Public across five countries disapprove of EU’s handling of the vaccine rollout
YouGov's latest Eurotrack survey looked at how people in Britain, Germany, France, Denmark and Sweden feel their governments have performed through the coronavirus pandemic. The view was decidedly mixed in terms of their own governments' performance, but there is one area of clear agreement: the EU has handled the rollout of the vaccine badly.
In all five countries, a majority feel that the EU has done badly. This is felt most strongly in Germany, where three-quarters (75%) give a negative opinion, including a third (36%) who say very badly. It's worth noting that the fieldwork was conducted before there was talk of vaccine blockages between the EU and the UK.

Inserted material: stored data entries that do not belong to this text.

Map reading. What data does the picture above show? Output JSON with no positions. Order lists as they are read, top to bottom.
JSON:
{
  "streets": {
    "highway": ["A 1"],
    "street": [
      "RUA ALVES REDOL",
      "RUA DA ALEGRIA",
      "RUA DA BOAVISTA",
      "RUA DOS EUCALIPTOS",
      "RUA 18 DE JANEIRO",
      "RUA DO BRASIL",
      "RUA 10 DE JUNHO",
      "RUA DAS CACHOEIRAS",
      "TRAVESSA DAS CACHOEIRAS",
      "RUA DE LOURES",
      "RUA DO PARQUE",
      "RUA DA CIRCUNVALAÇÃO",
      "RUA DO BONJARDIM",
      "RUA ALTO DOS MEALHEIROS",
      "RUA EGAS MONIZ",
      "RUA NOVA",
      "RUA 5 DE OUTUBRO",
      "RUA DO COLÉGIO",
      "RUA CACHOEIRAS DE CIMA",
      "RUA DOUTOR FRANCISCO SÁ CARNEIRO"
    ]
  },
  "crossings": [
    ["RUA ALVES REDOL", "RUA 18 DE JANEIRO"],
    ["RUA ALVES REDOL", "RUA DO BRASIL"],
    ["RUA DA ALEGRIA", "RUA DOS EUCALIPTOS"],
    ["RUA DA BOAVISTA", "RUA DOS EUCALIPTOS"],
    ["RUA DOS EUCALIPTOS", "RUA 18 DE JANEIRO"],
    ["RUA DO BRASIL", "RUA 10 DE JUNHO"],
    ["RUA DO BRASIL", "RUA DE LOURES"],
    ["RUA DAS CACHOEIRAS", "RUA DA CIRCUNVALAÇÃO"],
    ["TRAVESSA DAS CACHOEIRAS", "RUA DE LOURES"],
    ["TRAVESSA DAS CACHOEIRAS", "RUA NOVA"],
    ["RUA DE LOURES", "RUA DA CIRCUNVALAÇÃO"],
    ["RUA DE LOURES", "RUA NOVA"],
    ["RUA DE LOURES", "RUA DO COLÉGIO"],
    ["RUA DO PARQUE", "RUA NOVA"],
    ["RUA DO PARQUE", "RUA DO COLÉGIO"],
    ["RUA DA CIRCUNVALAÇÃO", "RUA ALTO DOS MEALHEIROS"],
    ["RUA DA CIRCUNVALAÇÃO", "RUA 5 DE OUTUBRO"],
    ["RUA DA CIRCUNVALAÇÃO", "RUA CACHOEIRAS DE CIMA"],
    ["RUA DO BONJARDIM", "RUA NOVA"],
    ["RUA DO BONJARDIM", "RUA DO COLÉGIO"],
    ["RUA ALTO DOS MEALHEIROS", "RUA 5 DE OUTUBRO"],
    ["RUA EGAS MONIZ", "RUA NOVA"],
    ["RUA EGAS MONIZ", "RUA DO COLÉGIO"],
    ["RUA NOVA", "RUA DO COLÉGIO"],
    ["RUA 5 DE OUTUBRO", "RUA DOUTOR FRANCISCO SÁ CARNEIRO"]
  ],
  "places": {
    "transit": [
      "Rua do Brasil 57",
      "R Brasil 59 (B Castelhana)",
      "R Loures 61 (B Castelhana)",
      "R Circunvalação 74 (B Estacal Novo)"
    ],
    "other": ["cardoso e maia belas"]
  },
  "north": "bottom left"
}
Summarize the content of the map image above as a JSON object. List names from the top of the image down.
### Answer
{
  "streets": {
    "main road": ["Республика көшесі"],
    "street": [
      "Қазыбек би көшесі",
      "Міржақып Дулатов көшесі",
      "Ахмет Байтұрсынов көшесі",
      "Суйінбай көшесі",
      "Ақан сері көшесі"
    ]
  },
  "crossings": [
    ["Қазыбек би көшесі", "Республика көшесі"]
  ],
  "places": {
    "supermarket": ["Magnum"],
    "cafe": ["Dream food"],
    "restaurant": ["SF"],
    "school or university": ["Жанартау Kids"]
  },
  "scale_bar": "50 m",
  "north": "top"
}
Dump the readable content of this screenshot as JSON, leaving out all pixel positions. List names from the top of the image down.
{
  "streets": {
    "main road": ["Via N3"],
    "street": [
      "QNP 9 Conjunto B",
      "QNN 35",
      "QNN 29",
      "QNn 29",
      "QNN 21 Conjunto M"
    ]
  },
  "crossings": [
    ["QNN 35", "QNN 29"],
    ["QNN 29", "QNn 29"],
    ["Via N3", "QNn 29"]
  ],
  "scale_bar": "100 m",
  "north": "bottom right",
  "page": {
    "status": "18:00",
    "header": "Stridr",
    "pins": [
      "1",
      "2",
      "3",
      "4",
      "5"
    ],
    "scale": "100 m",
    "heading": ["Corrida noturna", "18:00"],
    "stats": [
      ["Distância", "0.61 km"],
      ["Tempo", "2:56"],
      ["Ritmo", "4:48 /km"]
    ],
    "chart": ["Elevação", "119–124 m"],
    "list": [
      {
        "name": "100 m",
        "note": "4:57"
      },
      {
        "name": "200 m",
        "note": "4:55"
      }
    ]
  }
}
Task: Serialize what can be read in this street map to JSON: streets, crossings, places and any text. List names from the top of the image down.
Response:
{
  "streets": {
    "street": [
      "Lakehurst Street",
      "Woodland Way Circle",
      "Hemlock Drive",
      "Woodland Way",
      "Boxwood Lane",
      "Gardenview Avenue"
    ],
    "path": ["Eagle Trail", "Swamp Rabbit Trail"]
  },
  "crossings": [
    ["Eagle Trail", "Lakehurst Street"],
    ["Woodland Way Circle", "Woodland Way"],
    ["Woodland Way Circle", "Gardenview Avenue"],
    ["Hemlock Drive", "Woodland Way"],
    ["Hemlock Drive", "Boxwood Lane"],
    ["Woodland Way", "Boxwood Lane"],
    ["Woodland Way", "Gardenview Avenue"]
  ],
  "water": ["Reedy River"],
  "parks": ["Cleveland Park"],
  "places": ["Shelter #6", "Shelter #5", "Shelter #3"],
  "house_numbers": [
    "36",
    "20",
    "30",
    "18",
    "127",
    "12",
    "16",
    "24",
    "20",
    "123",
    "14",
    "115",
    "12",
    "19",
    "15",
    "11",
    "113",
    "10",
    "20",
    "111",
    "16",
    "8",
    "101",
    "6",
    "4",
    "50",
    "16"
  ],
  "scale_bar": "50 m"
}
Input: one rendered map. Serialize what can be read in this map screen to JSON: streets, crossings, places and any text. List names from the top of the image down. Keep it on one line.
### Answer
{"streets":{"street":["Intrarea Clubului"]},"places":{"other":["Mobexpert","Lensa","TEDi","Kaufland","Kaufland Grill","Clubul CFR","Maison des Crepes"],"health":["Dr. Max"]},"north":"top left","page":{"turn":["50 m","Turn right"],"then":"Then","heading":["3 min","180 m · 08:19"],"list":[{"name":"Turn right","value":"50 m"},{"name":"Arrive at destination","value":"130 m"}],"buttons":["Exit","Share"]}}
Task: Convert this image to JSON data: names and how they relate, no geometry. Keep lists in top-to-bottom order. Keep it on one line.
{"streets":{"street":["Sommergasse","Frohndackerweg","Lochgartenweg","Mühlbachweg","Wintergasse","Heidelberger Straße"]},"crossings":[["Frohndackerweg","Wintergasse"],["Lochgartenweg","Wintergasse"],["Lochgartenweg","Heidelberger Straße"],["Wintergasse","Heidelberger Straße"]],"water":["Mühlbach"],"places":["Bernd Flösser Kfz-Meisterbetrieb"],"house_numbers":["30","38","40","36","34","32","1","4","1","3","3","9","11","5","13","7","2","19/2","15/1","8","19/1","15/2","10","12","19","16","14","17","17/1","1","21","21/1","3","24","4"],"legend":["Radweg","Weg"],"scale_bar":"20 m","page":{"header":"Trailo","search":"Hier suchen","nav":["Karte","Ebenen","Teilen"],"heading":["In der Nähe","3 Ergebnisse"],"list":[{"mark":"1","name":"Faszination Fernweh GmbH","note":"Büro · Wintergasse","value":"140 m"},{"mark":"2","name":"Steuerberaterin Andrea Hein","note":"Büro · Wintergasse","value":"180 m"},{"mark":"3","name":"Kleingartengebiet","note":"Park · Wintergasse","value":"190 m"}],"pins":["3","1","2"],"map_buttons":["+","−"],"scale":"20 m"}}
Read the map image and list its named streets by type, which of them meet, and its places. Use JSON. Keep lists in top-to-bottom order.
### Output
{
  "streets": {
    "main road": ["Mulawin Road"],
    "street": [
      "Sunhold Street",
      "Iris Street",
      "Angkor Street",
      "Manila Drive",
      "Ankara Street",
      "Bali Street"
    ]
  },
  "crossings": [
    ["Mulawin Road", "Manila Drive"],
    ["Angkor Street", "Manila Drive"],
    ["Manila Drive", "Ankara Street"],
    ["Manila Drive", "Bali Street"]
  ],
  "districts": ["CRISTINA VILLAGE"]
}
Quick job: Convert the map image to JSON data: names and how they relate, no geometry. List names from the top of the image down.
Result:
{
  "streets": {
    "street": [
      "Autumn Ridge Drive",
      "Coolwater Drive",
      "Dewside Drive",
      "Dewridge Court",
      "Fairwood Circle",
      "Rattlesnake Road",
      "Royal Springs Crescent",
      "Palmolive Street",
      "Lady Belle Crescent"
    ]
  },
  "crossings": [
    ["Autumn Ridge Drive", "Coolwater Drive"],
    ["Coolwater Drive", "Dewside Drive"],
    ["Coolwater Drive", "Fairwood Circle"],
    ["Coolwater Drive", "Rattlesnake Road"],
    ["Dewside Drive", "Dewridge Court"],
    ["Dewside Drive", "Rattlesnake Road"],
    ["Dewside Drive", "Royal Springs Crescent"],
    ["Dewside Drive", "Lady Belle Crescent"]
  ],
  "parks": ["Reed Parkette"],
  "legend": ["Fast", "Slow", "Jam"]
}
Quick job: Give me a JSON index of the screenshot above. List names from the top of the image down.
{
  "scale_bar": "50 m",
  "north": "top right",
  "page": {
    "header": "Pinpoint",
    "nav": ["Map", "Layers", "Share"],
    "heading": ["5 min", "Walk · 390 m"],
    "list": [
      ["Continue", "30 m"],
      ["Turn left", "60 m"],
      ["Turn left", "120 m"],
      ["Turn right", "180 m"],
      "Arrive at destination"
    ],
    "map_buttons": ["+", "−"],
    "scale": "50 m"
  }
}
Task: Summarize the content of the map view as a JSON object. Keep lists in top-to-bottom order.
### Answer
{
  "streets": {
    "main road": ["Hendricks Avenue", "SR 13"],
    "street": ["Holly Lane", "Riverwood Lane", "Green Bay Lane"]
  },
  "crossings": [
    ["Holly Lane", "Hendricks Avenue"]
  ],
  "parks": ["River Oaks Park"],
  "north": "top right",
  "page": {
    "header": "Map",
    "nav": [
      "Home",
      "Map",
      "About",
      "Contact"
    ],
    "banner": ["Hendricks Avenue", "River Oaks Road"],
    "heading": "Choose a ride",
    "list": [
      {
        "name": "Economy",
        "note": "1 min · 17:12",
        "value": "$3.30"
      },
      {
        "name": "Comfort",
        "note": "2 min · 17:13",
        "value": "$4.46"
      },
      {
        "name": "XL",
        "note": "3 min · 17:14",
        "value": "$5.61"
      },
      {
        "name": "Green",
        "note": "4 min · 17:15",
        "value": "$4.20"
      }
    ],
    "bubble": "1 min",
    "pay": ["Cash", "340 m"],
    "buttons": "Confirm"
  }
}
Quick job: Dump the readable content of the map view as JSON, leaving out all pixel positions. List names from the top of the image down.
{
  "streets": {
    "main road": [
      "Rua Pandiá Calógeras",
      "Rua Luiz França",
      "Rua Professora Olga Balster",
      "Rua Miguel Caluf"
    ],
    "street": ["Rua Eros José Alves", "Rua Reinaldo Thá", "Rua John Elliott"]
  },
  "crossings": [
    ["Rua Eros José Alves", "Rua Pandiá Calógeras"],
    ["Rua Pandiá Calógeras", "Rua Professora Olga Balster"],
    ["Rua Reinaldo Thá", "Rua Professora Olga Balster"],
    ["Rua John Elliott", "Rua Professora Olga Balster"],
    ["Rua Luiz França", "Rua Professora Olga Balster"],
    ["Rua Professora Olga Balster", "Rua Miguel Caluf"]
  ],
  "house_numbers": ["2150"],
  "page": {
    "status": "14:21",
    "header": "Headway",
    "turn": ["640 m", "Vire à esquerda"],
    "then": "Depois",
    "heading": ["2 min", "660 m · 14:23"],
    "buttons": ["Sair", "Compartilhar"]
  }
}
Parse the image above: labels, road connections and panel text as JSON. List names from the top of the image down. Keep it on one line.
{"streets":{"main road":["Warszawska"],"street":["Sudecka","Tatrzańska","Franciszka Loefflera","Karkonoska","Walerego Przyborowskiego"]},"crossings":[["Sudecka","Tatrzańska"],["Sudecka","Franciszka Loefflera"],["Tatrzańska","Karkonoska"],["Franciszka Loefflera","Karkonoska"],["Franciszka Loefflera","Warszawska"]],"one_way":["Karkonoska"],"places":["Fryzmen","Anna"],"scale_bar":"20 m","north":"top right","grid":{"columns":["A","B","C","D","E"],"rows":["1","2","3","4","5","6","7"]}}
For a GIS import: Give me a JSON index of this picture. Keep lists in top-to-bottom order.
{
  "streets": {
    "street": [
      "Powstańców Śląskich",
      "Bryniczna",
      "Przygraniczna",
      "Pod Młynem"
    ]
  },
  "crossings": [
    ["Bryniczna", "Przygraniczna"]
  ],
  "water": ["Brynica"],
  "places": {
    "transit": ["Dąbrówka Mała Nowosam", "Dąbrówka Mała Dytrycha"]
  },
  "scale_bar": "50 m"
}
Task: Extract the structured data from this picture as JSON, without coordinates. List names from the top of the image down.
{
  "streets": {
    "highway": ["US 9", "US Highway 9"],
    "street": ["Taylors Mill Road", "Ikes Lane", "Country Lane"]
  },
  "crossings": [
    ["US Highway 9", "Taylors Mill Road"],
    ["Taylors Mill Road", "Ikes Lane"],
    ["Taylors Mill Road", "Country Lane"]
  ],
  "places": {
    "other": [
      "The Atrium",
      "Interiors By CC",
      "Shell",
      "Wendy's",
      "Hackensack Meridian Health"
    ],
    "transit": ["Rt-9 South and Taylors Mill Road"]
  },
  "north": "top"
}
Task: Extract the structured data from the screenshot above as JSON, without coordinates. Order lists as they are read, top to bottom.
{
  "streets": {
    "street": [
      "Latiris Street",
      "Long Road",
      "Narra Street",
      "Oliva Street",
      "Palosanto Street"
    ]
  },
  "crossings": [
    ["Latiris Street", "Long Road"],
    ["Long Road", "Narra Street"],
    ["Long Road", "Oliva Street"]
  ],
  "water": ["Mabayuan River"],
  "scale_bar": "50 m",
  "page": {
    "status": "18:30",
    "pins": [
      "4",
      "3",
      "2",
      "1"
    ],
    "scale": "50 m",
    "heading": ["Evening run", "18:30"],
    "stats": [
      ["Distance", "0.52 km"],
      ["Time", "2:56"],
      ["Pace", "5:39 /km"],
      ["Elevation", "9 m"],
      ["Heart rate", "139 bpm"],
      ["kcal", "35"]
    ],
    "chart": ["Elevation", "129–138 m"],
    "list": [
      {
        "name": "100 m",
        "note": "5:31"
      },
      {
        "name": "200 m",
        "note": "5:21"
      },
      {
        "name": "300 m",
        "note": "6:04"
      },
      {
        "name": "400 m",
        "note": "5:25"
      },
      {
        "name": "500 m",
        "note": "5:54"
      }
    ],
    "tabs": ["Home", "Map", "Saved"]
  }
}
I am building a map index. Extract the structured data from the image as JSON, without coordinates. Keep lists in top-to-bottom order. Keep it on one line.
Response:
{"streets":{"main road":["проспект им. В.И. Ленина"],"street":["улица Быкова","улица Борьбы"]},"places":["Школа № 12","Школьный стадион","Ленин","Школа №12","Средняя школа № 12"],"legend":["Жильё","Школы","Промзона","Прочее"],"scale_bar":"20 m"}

Adults in Britain, France and Sweden were also scathing in their review of the EU's performance, with just a fifth of respondents (20%) in France and Sweden saying the EU has done well (69% and 63% respectively say it has done poorly). The proportion of Britons who feel the EU has done a good job is the lowest of the five countries, with just 14% having a positive opinion, while 65% think it has done badly.
The EU has the most support from adults in Denmark, but even here, just a third (34%) give a positive view. Half (50%) think the EU has done a bad job.
Looking at their own government’s handling of the vaccine rollout, an overwhelming 85% of Brits feel their government has handled the COVID vaccination rollout well, much higher support than in the other countries surveyed. Only Denmark comes close, with over half supporting the government's approach (55%). The polling makes for particularly grim reading for Germany and France – just 13% and 18% respectively think their governments have handled the rollout well compared to 81% and 77% who say badly.
These results reflect the stark differences in how many people have been vaccinated in each of the five countries. Britain has administered over 30 million individual doses, compared to 11 million in France and 12 million in Germany.
Protecting health and jobs
When it comes to how national governments have performed in terms of protecting people's health more generally, Denmark is the only country where a majority think their government has done well in this aspect (80%). Just 16% have a negative view of their government. Denmark currently has one of the lowest coronavirus death rates in Europe, recording just under 2,500 deaths a year on from the beginning of the pandemic.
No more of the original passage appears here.